# Multifunctional Mini Electric Hand Mixer Egg Coffee Whisk



## Stew (8/9/20)

I thought this was quite nifty. Do you think it would be of any use? $2.02
https://www.fasttech.com/products/2229/10035508/7752902

Reactions: Like 5 | Funny 1


----------



## DarthBranMuffin (8/9/20)

@Stew I actually bought one, have not gotten around to use it yet... so will be interesting to see other people's opinions on it too... good call there!

Reactions: Like 5


----------



## THE REAPER (8/9/20)

Stew said:


> I thought this was quite nifty. Do you think it would be of any use? $2.02
> https://www.fasttech.com/products/2229/10035508/7752902
> View attachment 206792
> View attachment 206793
> ...


I baught a cheap one the time i was mixing it worked but mine drained the battery too fast and i mean fast maybe used it to mix 3 juices and it already was turning slower. Maybe if you get the right one it will work longer but mine sucked. Ended up shaking. But it does work.

Reactions: Like 5


----------



## Stew (8/9/20)

THE REAPER said:


> I baught a cheap one the time i was mixing it worked but mine drained the battery too fast and i mean fast maybe used it to mix 3 juices and it already was turning slower. Maybe if you get the right one it will work longer but mine sucked. Ended up shaking. But it does work.
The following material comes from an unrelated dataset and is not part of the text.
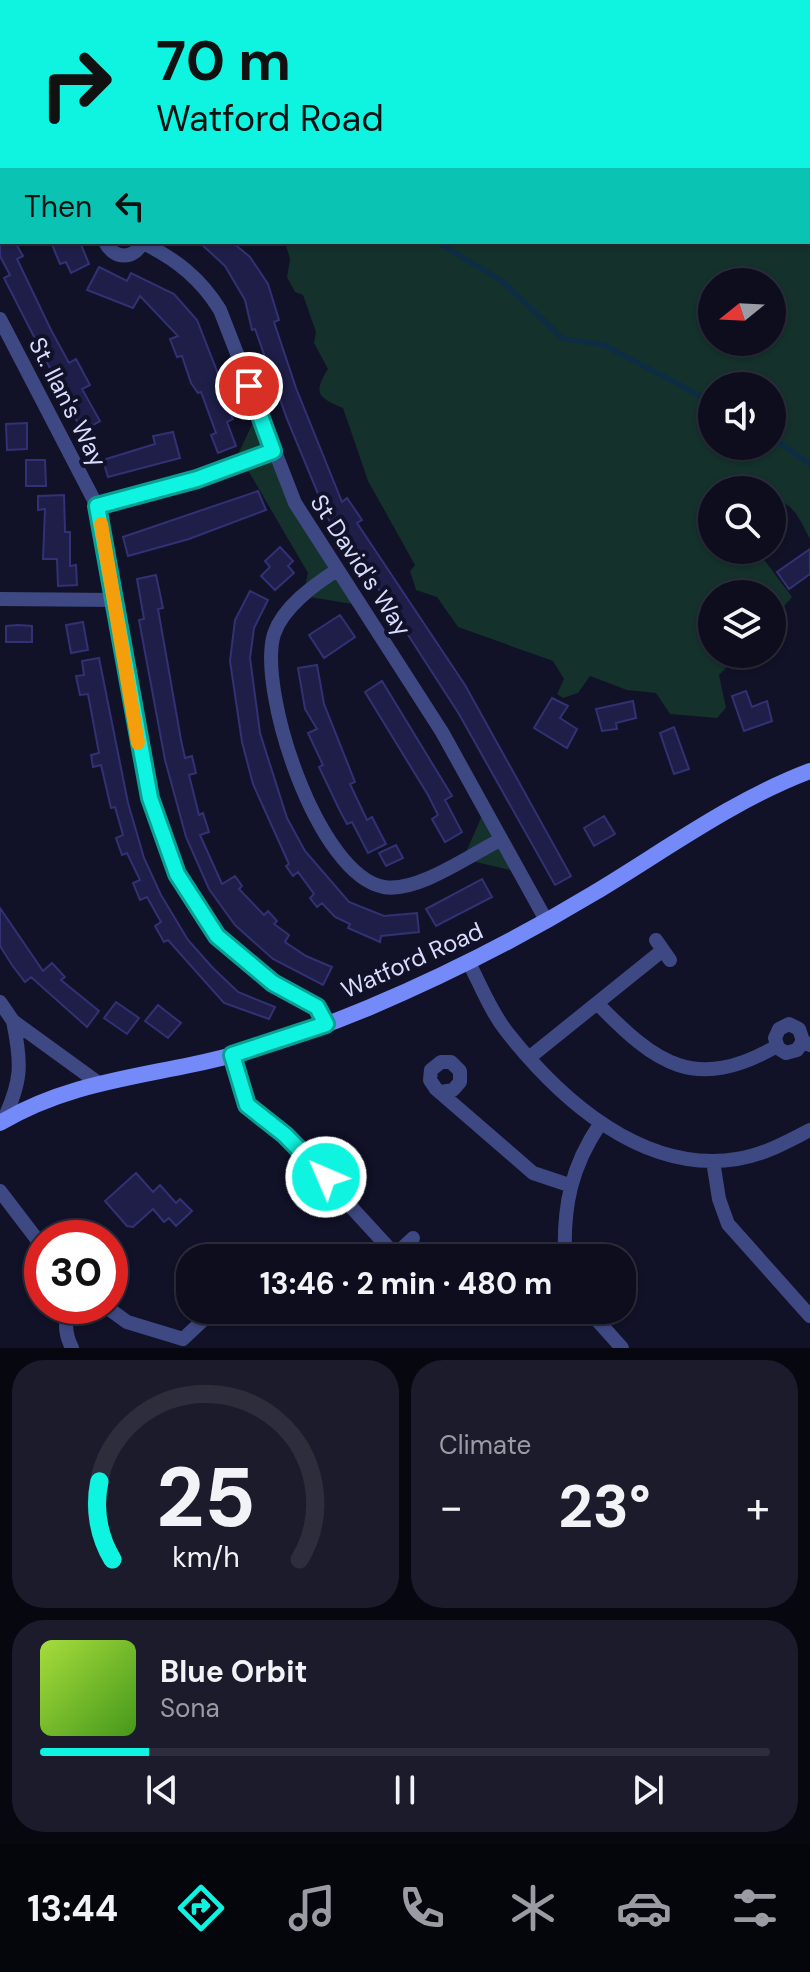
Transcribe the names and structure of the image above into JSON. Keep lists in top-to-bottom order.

I have a transformer and variable resistor. LOL.

Reactions: Like 3 | Winner 2


----------



## KUDU (8/9/20)

Stew said:


> I thought this was quite nifty. Do you think it would be of any use? $2.02
> https://www.fasttech.com/products/2229/10035508/7752902
> View attachment 206792
> View attachment 206793
> ...



You can buy it at Crazy Stores for R40 odd Rands. I use mine to mix 30ml ( in the bottles )max.
Remove the "spring" and cut the bottom of the rod to form a lip like a "J" . Moer the lip flat with a hammer (hope it makes sense)
Work like a charm.

Reactions: Like 6 | Informative 1


----------



## Hooked (8/9/20)

Stew said:


> I thought this was quite nifty. Do you think it would be of any use? $2.02
> https://www.fasttech.com/products/2229/10035508/7752902
> View attachment 206792
> View attachment 206793
> ...



It's quite funny - baking tools and air fryers all have their place on this forum .

Wouldn't it be easier to buy local, instead of importing. Google stick mixers and you'll find plenty. Here are two from Takealot.

Reactions: Like 1 | Winner 2 | Funny 2


----------



## Stew (8/9/20)

I am getting a few other things anyway. Just saw this and thought it might be an idea. Most mini and stick blenders won't do 30 ml though. As one member above says Crazy Stores stock for about R40. Then another says cut wisk wires of and bottom frames to make a "J" and flatten with a hammer to make a paddle and it fits in a 30ml bottle. So ideas are floating around.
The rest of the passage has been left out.